Financial Professionals


School, Football, and D.C. are Back


This morning’s disappointing August U.S. labor report is inconsistent with recent strong U.S. economic data from manufacturing, construction spending, and auto sales. Many will dismiss the report as consistent with the seasonal weakness August historically presents. However, what cannot be dismissed is that dovish FOMC members have been supplied with economic data that supports their strategy for a very long, deliberate process to the first fed funds rate hike.

A look at the data:

  • August nonfarm payrolls rose 142,000, below July’s 212,000, and well below the 12-month average of 207,000 (Figure 1)
  • August private payrolls rose 134,000, below July’s 213,000
  • The unemployment rate fell to 6.1% from 6.2% in July
  • The labor force participation rate fell to 62.8% from July’s 62.9, the lowest level since 1978 (Figure 2)
  • Average hourly earnings rose 0.2% month on month and 2.1% year on year

Figure 1: Nonfarm Payrolls Prior 12 months – +207,000 Average
Figure 1: Nonfarm Payrolls Prior 12 months – +207,000 Average
Source: Bloomberg

Figure 2: U.S. Labor Force Participation Rate, 1964 to Present
Figure 2: U.S. Labor Force Participation Rate, 1964 to Present
Source: Bloomberg

Market Expectations

I do not expect today’s report to materially impact the overall direction of the S&P 500® Index (SPX). However, in recent weeks the financial and consumer discretionary sectors have attempted to become sector leaders versus their 2014 positions as sector laggards. I expect this morning’s report will slow the near-term positive momentum for both sectors.

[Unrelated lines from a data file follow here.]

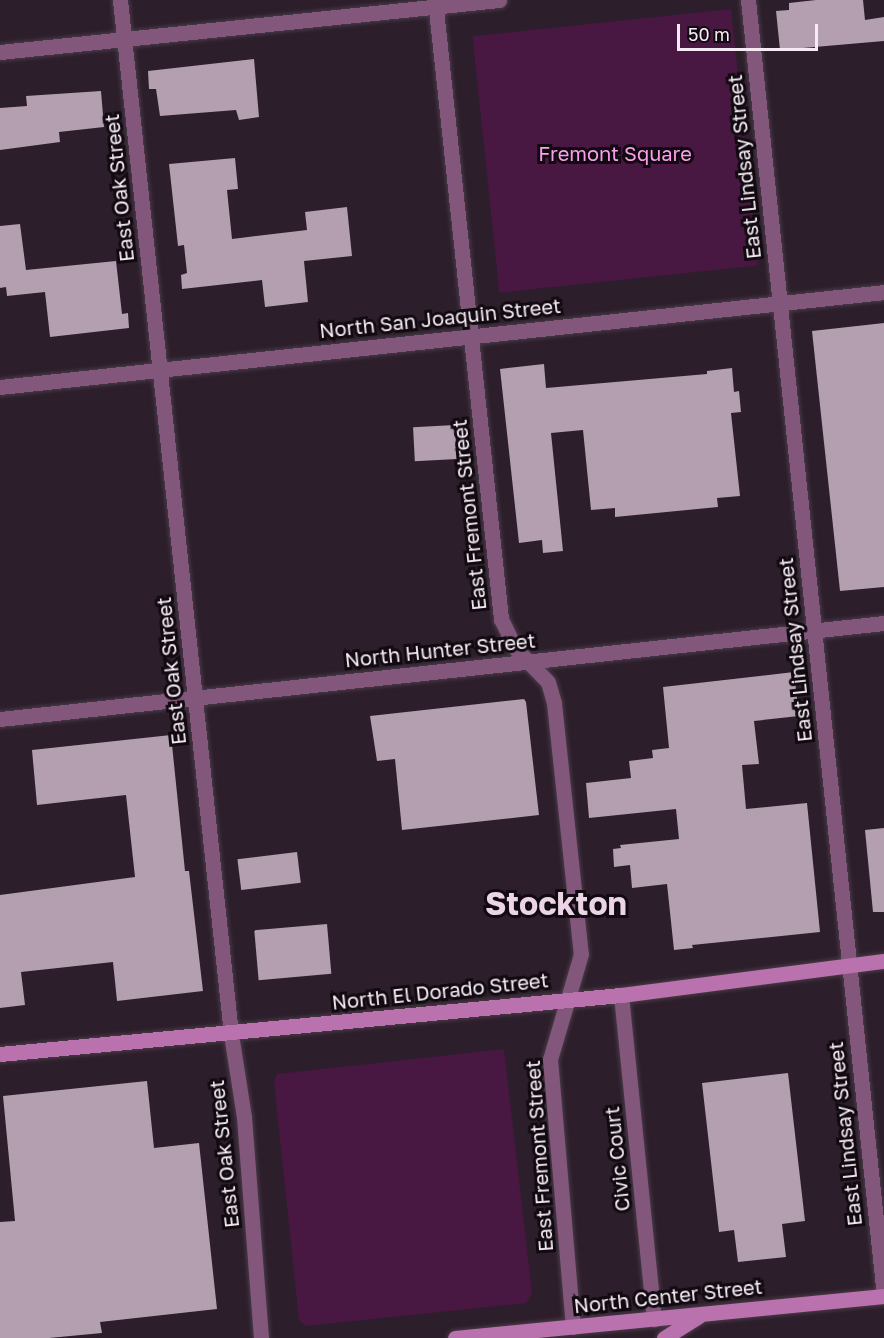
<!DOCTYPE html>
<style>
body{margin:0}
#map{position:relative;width:884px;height:1338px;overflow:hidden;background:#2d1e2b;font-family:"Golos Text",sans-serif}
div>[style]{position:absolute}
.green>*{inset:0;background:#481742;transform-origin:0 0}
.building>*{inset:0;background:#b39faf;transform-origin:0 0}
.roads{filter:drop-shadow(0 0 2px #493b47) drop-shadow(0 0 2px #493b47)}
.minor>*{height:15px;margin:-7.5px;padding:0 7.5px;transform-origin:7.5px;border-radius:7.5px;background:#83577c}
.tertiary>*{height:15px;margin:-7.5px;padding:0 7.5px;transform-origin:7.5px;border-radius:7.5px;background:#83577c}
.secondary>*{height:15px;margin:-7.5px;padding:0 7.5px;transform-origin:7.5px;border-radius:7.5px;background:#ba72ae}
span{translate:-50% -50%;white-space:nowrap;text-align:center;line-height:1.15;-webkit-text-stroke:6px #110a10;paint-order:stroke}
.park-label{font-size:20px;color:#fb9eeb}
.street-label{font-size:20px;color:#f6ebf4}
.town-label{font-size:32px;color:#ead4e5;font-weight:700}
.scale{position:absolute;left:677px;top:24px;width:141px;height:27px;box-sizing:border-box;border:3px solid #f6ebf4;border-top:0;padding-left:8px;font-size:18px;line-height:21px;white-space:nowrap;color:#f6ebf4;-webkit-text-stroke:4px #110a10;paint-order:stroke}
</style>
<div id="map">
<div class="green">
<i style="left:731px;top:9px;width:258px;height:260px;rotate:84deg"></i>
<i style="clip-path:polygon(504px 1049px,532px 1293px,526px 1303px,306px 1326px,299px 1320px,274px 1082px,277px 1074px)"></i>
</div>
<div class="building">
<i style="clip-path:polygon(816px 0,863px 0,865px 20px,884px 17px,884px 41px,780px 50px,776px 11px,789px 10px,789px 3px)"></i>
<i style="clip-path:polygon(254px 59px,259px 117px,239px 120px,236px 110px,160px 116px,156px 89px,149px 89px,148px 71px)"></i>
<i style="clip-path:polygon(101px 91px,104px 127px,59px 132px,60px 142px,0 150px,0 108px,27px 106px,26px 96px)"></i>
<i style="clip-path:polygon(235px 158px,238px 189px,227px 190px,232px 239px,307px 230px,305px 212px,347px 207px,352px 256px,304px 261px,308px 302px,265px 307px,262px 280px,182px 289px,181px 275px,187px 273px,184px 245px,178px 246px,169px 164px)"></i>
<i style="clip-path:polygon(20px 224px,26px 270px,116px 261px,122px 314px,128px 313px,129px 328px,50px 337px,45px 292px,7px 296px,6px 287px,0 288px,0 226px)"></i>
<i style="clip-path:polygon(884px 323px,884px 587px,840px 591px,812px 331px)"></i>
<i style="clip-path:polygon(544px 364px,546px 388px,707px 374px,707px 371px,732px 368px,734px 392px,739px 391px,741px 412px,731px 413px,740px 496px,717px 498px,718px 507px,615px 517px,615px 508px,591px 510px,583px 430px,551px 433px,563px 551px,543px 553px,542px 540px,519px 543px,500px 369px)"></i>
<i style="left:455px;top:425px;width:34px;height:42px;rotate:87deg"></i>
<i style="clip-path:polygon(794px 672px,799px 716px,754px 721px,759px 764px,742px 765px,746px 809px,807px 803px,820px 932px,692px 945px,693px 948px,674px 950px,667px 884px,632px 888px,630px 865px,614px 867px,613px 849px,621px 848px,620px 845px,679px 839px,676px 809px,589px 818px,586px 783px,631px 778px,629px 761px,653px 758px,652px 750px,669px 748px,663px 687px)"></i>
<i style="clip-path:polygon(524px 699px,526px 702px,539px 815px,402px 830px,395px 759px,377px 761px,370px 716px)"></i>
<i style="clip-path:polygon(171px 735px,185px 871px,189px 871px,203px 991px,117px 1001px,113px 962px,21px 972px,25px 1005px,0 1008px,0 895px,135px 877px,126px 795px,37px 805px,32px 750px)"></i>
<i style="clip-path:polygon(884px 828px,884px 912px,873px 912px,865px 830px)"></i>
<i style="left:297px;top:852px;width:31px;height:60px;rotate:83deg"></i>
<i style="left:327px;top:924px;width:50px;height:73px;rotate:85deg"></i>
<i style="clip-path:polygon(788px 1073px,805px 1221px,782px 1224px,786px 1257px,738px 1262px,734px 1230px,719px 1232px,702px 1083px)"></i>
<i style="clip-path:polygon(147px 1081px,154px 1148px,199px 1143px,217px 1309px,100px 1322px,102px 1333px,49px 1338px,0 1338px,0 1222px,15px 1221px,3px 1096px)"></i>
</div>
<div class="roads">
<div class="minor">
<i style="left:435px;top:0;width:623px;rotate:83.91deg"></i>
<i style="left:501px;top:619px;width:32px;rotate:64deg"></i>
<i style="left:515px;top:648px;width:47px;rotate:45.9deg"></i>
<i style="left:548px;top:682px;width:22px;rotate:74deg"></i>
<i style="left:554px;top:703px;width:252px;rotate:83.9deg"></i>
<i style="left:581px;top:954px;width:109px;rotate:106.4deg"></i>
<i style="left:550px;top:1059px;width:269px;rotate:85.1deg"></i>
<i style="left:748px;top:0;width:1303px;rotate:84.01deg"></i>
<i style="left:0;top:52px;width:502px;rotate:-5.95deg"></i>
<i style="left:621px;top:995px;width:326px;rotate:84.2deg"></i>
</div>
<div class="tertiary">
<i style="left:120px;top:0;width:1040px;rotate:83.87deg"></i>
<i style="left:231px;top:1034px;width:84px;rotate:81.1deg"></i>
<i style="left:244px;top:1117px;width:222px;rotate:85.6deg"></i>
<i style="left:0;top:387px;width:889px;rotate:-6.13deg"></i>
<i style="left:0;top:719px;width:889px;rotate:-6.2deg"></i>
</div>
<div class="secondary">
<i style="left:0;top:1054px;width:624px;rotate:-5.43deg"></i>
<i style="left:621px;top:995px;width:265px;rotate:-7.4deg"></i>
<i style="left:455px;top:1338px;width:431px;rotate:-5.6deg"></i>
<i style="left:664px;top:1338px;width:41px;rotate:-32.2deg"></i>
</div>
</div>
<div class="park-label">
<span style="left:615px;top:153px">Fremont Square</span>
</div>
<div class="street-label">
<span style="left:744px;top:167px;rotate:-96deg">East Lindsay Street</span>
<span style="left:119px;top:188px;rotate:-96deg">East Oak Street</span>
<span style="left:440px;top:318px;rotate:-6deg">North San Joaquin Street</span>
<span style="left:469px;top:515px;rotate:-96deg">East Fremont Street</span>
<span style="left:440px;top:650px;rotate:-6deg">North Hunter Street</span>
<span style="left:795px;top:650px;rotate:-96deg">East Lindsay Street</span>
<span style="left:171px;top:671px;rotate:-96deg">East Oak Street</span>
<span style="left:440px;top:991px;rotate:-6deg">North El Dorado Street</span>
<span style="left:845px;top:1134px;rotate:-96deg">East Lindsay Street</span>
<span style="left:224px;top:1154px;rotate:-96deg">East Oak Street</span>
<span style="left:539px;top:1156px;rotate:-94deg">East Fremont Street</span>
<span style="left:617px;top:1159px;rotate:-96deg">Civic Court</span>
<span style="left:668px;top:1296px;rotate:-6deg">North Center Street</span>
</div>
<div class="town-label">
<span style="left:556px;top:903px">Stockton</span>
</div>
<div class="scale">50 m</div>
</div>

Additionally, keep an eye on the value of the U.S. dollar (Figure 3), which is at the top of my list for internal indicators to watch. I am concerned that the recent rise in the U.S. dollar could become problematic for multinationals if the rate of the recent advance continues.

SPX 2014 Sector Rankings

  1. Healthcare                     +15%            
  2. Utilities                          +13%
  3. Technology                    +12%
  4. Materials                        +9%
  5. Energy                           +9%
  6. Financials                       +7%
  7. Consumer Staples           +5%
  8. Industrials                      +4%
  9. Consumer Discretionary   +3%

Figure 3: U.S. Dollar Index, July 2013 to Present
Figure 3: U.S. Dollar Index, July 2013 to Present
Source: Bloomberg 

Next Week’s Calendar

Keep an eye on Friday’s U.S. retail sales report, which will include back to school activity. Tuesday’s Apple product event is also something for investors to check in on. Other than that, geopolitics and U.S. politics will unfortunately take center stage.

The U.S. House and Senate return in full force and midterm election rhetoric will intensify. Inversions, the export-import bank, and the October 1 deadline for funding the government certainly will not provide any strong tailwinds for the capital markets. In fact, I would suggest that next week’s focus on D.C. and geopolitics will provide a negative slant for markets next week.

S&P 500 Index (SPX) Technical Formation

On Thursday, September 4, the SPX traded to an all-time high of 2011.17. With the multi-year absence of any correction greater than 8%, investors should always be alert for SPX point-of-reference levels to minimize risk. Currently, the most watched 50-day moving average rests at 1969.47, the 100-day at 1937.40, and the 200-day at 1882.99 (Figure 4). The August 7 intraday low of 1904.78 will be used as a major point of reference. Ahead of that level, any corrective activity would encounter important support at 1945.

Figure 4: S&P 500 Index (SPX) 2014
Figure 4: S&P 500 Index (SPX) 2014
Source: Bloomberg

Past performance is not a guarantee of future results.

Virtus Investment Partners provides this communication as a matter of general information. The opinions stated herein are those of the author and not necessarily the opinions of Virtus, its affiliates or its subadvisers. Portfolio managers at Virtus make investment decisions in accordance with specific client guidelines and restrictions. As a result, client accounts may differ in strategy and composition from the information presented herein. Any facts and statistics quoted are from sources believed to be reliable, but they may be incomplete or condensed and we do not guarantee their accuracy. This communication is not an offer or solicitation to purchase or sell any security, and it is not a research report. Individuals should consult with a qualified financial professional before making any investment decisions.